* **What to do**: The whole listing needs to be returned exactly as it appears.

== Given information

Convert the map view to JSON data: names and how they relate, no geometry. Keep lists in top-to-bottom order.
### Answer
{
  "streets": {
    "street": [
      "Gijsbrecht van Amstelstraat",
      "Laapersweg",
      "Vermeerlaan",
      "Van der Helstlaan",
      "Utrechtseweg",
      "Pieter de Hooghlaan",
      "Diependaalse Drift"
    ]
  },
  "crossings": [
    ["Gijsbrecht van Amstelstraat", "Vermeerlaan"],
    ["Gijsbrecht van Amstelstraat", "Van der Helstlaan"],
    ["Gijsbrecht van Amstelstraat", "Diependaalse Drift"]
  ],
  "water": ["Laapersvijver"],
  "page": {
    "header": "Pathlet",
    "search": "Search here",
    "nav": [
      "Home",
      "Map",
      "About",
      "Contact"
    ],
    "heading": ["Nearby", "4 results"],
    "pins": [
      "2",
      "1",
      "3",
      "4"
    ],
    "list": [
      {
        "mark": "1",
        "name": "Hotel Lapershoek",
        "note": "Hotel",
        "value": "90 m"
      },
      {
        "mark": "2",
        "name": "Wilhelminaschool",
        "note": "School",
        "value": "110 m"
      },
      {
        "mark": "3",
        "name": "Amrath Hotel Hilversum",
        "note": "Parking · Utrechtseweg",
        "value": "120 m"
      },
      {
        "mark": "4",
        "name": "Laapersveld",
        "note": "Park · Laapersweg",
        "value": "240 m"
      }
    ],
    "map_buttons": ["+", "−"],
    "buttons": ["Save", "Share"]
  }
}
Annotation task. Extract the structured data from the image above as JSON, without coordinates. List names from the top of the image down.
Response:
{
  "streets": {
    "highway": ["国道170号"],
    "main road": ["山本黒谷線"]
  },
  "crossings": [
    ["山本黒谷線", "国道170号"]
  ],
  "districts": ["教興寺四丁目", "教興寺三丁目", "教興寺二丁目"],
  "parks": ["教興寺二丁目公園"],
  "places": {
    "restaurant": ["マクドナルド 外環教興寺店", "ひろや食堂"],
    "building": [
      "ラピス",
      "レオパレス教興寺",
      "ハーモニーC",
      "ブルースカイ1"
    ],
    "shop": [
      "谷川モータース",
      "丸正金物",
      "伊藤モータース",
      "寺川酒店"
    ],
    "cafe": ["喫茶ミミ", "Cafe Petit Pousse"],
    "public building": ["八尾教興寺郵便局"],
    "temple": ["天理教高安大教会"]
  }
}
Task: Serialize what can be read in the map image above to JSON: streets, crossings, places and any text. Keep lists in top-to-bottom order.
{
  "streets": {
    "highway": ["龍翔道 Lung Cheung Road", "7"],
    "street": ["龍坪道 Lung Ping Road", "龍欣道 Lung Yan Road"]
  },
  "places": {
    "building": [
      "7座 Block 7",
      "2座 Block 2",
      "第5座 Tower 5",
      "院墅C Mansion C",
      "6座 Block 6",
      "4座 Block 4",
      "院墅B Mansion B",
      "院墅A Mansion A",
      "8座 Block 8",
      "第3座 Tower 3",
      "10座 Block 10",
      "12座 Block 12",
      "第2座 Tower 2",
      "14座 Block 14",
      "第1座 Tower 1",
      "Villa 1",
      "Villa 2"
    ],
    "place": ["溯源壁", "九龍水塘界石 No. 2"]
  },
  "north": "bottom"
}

====

* **Output for this task**:
Convert the map view to JSON data: names and how they relate, no geometry. Keep lists in top-to-bottom order.
### Answer
{
  "streets": {
    "street": [
      "Gijsbrecht van Amstelstraat",
      "Laapersweg",
      "Vermeerlaan",
      "Van der Helstlaan",
      "Utrechtseweg",
      "Pieter de Hooghlaan",
      "Diependaalse Drift"
    ]
  },
  "crossings": [
    ["Gijsbrecht van Amstelstraat", "Vermeerlaan"],
    ["Gijsbrecht van Amstelstraat", "Van der Helstlaan"],
    ["Gijsbrecht van Amstelstraat", "Diependaalse Drift"]
  ],
  "water": ["Laapersvijver"],
  "page": {
    "header": "Pathlet",
    "search": "Search here",
    "nav": [
      "Home",
      "Map",
      "About",
      "Contact"
    ],
    "heading": ["Nearby", "4 results"],
    "pins": [
      "2",
      "1",
      "3",
      "4"
    ],
    "list": [
      {
        "mark": "1",
        "name": "Hotel Lapershoek",
        "note": "Hotel",
        "value": "90 m"
      },
      {
        "mark": "2",
        "name": "Wilhelminaschool",
        "note": "School",
        "value": "110 m"
      },
      {
        "mark": "3",
        "name": "Amrath Hotel Hilversum",
        "note": "Parking · Utrechtseweg",
        "value": "120 m"
      },
      {
        "mark": "4",
        "name": "Laapersveld",
        "note": "Park · Laapersweg",
        "value": "240 m"
      }
    ],
    "map_buttons": ["+", "−"],
    "buttons": ["Save", "Share"]
  }
}
Annotation task. Extract the structured data from the image above as JSON, without coordinates. List names from the top of the image down.
Response:
{
  "streets": {
    "highway": ["国道170号"],
    "main road": ["山本黒谷線"]
  },
  "crossings": [
    ["山本黒谷線", "国道170号"]
  ],
  "districts": ["教興寺四丁目", "教興寺三丁目", "教興寺二丁目"],
  "parks": ["教興寺二丁目公園"],
  "places": {
    "restaurant": ["マクドナルド 外環教興寺店", "ひろや食堂"],
    "building": [
      "ラピス",
      "レオパレス教興寺",
      "ハーモニーC",
      "ブルースカイ1"
    ],
    "shop": [
      "谷川モータース",
      "丸正金物",
      "伊藤モータース",
      "寺川酒店"
    ],
    "cafe": ["喫茶ミミ", "Cafe Petit Pousse"],
    "public building": ["八尾教興寺郵便局"],
    "temple": ["天理教高安大教会"]
  }
}
Task: Serialize what can be read in the map image above to JSON: streets, crossings, places and any text. Keep lists in top-to-bottom order.
{
  "streets": {
    "highway": ["龍翔道 Lung Cheung Road", "7"],
    "street": ["龍坪道 Lung Ping Road", "龍欣道 Lung Yan Road"]
  },
  "places": {
    "building": [
      "7座 Block 7",
      "2座 Block 2",
      "第5座 Tower 5",
      "院墅C Mansion C",
      "6座 Block 6",
      "4座 Block 4",
      "院墅B Mansion B",
      "院墅A Mansion A",
      "8座 Block 8",
      "第3座 Tower 3",
      "10座 Block 10",
      "12座 Block 12",
      "第2座 Tower 2",
      "14座 Block 14",
      "第1座 Tower 1",
      "Villa 1",
      "Villa 2"
    ],
    "place": ["溯源壁", "九龍水塘界石 No. 2"]
  },
  "north": "bottom"
}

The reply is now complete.